IPython’s, you know, a really wonderful interactive console developed by, you know,

Fernando Perez out at UC Berkeley and a number of other people and has really sort of grown

into a really excellent development environment in addition to being useful for scientific work.

And, of course, Matplotlib for both interactive plotting and sort of a, you know,

automatic API for generating plots.

And of course, there’s always sort of the speed question

in using Python, and there are sort of lots of recourses

available to speed up your code using C and Fortran,

and particularly the Cython project has seen a lot of work

in the last few years to bring it closer to NumPy,

so you can write very fast extensions very easily

that run right against the NumPy C API,

and that used to be a lot more work to do,

having to write C code and deal with reference counting

and everything, but Cython takes care of a lot of that

for you.

Of course, as we all know, Python is just a really great

language for building systems, in particular compared

with R and MATLAB, which are sort of scientific research

environments, and they aren’t really system languages.

So with Python, we can bring some of that to the table

in terms of being able to build robust and stable systems.

Some of the weaknesses that are still there in Python,

I guess, sort of has to do with a chicken and egg problem

with who’s using Python and who’s using the other languages

in that there are not a lot of statistics

and econometrics libraries, which are the tools

that we use all the time.

Lots of people are implementing in R and MATLAB

and releasing their code, but not as much in Python,

and that’s starting to change.

One library that is making a lot of headway

toward implementing econometrics tools in Python

is scikit-stats-model, so it’s really been in the last year

that that’s been actively developed,

and I encourage you to check it out if you’re interested

in doing more advanced statistical models in Python.

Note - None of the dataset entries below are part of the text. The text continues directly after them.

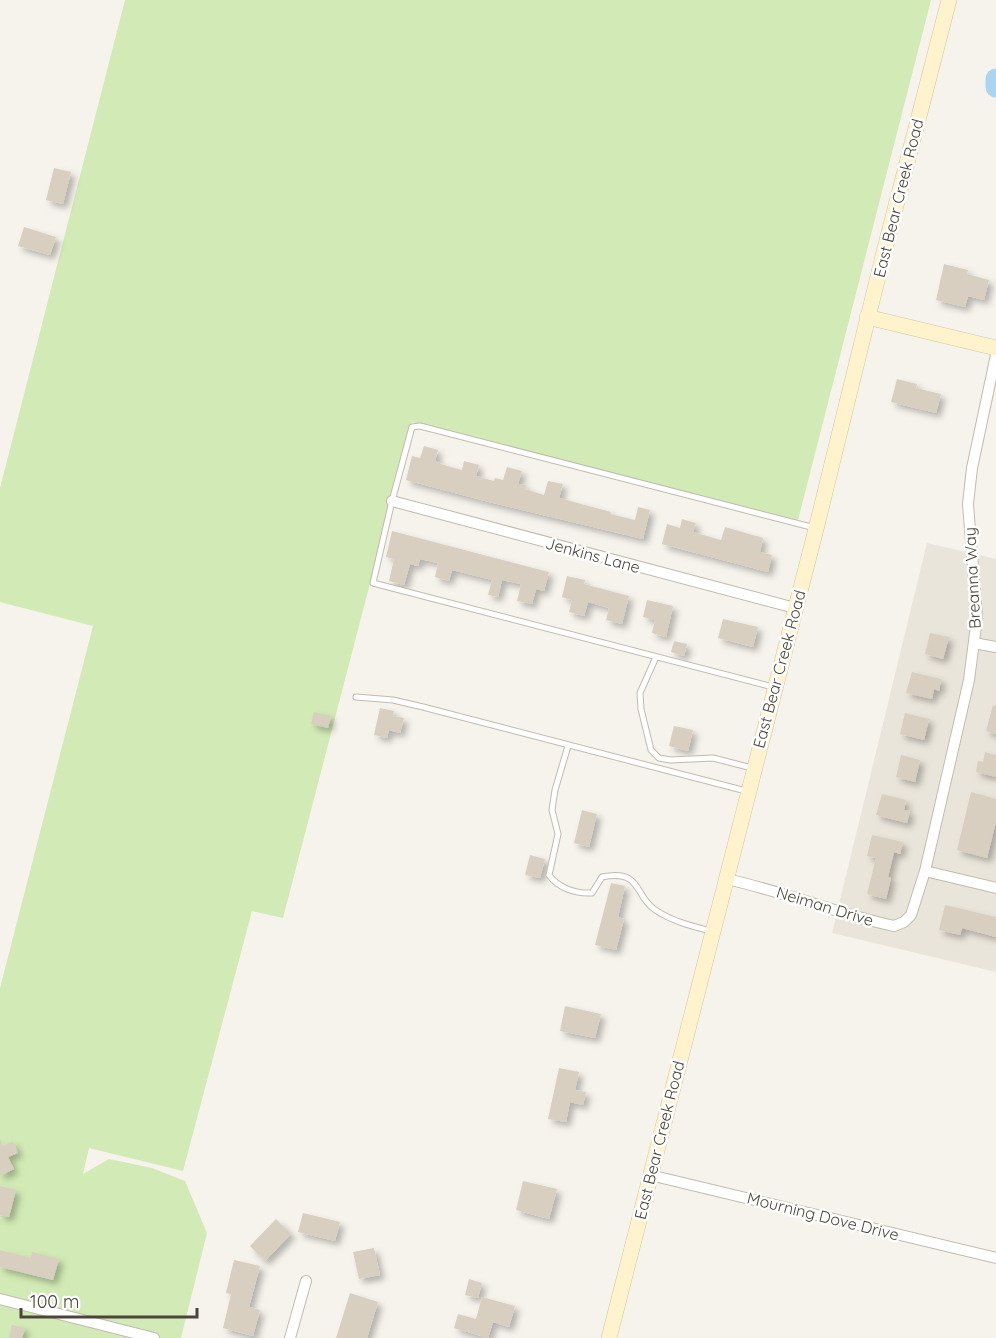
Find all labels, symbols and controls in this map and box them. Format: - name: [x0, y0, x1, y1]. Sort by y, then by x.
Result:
- street label: East Bear Creek Road: [869, 117, 927, 279]
- street label: Breanna Way: [959, 527, 985, 629]
- street label: Jenkins Lane: [544, 533, 642, 577]
- street label: East Bear Creek Road: [748, 588, 810, 750]
- street label: Neiman Drive: [774, 882, 876, 930]
- street label: East Bear Creek Road: [630, 1059, 688, 1221]
- street label: Mourning Dove Drive: [745, 1187, 901, 1245]
- scale bar: [21, 1281, 196, 1319]
- text: 100 m: [30, 1290, 79, 1313]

Another problem, of course, is that a lot of tools

assume that your data is very clean,

which is, again, most often not the case.

So my goal, I guess, in this talk and with the library

I built is to try to build tools that make Python

a better choice for finance work

and for building statistical models,

and I’ll show you a little bit of that

in what I’m talking about in the demo.

So the pandas project, I’ll tell you very briefly,

just so I have enough time,

but it’s been actively developed

for the last two years at AQR.

So the idea is that I want data structures

which really understand time series data

and cross-sectional data that can be used

in interactive console, but can also be used

in building production applications

that have various performance needs and robustness needs.

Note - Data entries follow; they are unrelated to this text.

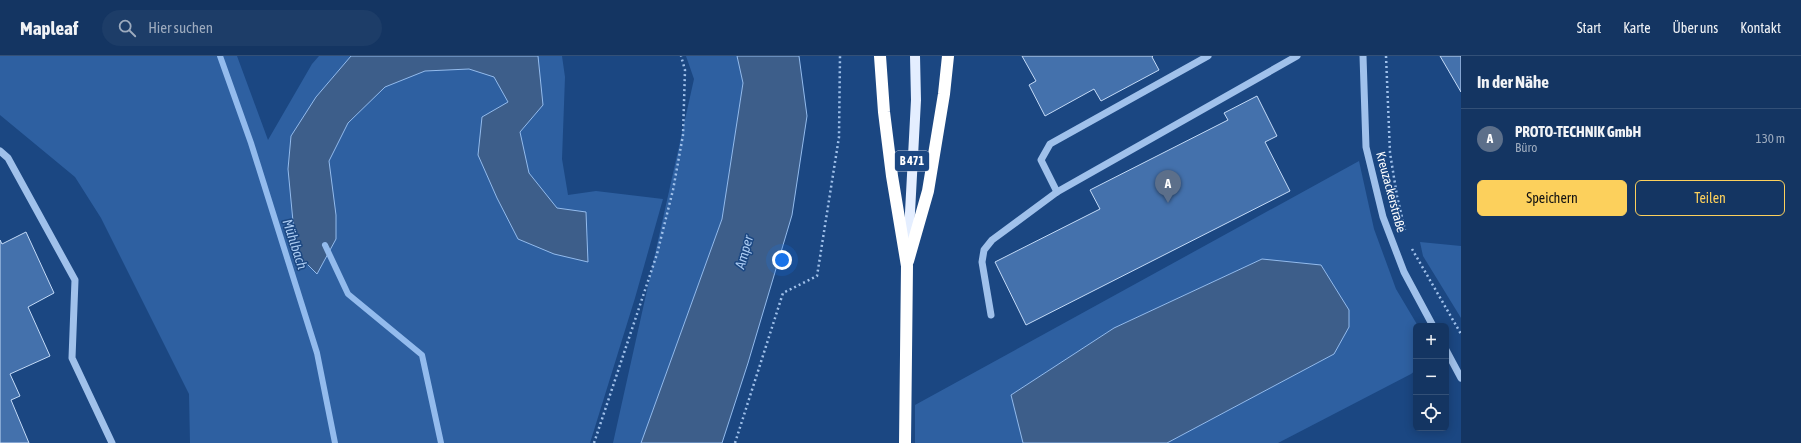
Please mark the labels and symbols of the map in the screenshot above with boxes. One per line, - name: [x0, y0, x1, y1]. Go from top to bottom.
- street label: Kreuzackerstraße: [1373, 150, 1409, 234]
- road number: B 471: [895, 151, 929, 171]
- pin: A: [1155, 170, 1181, 203]
- water label: Mühlbach: [279, 217, 311, 271]
- water label: Amper: [731, 233, 757, 272]
- your location: [772, 250, 792, 270]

So the approach that I took to the problem

was to link the labels to NumPy arrays

and to provide a lot of convenience methods

for reshaping the data and indexing the data.

So basically gluing together data sets

and working with these sort of messy financial data

can be quite a lot easier.

And the name itself comes from panel data,

which is a very standard term in econometrics

and now in 2010, this library’s gonna become

a really very important part of the work

that is happening at AQR and the systems

that we’re building.

So kind of what’s in the library?

I guess there’s data structures,

which are based on NumPy, which are mainly intended

for handling one, two, and three-dimensional data.

A number of people have asked me

why don’t I just make an n-dimensional object

that has all this functionality,

but really you don’t really encounter

four-dimensional or higher-dimensional data sets.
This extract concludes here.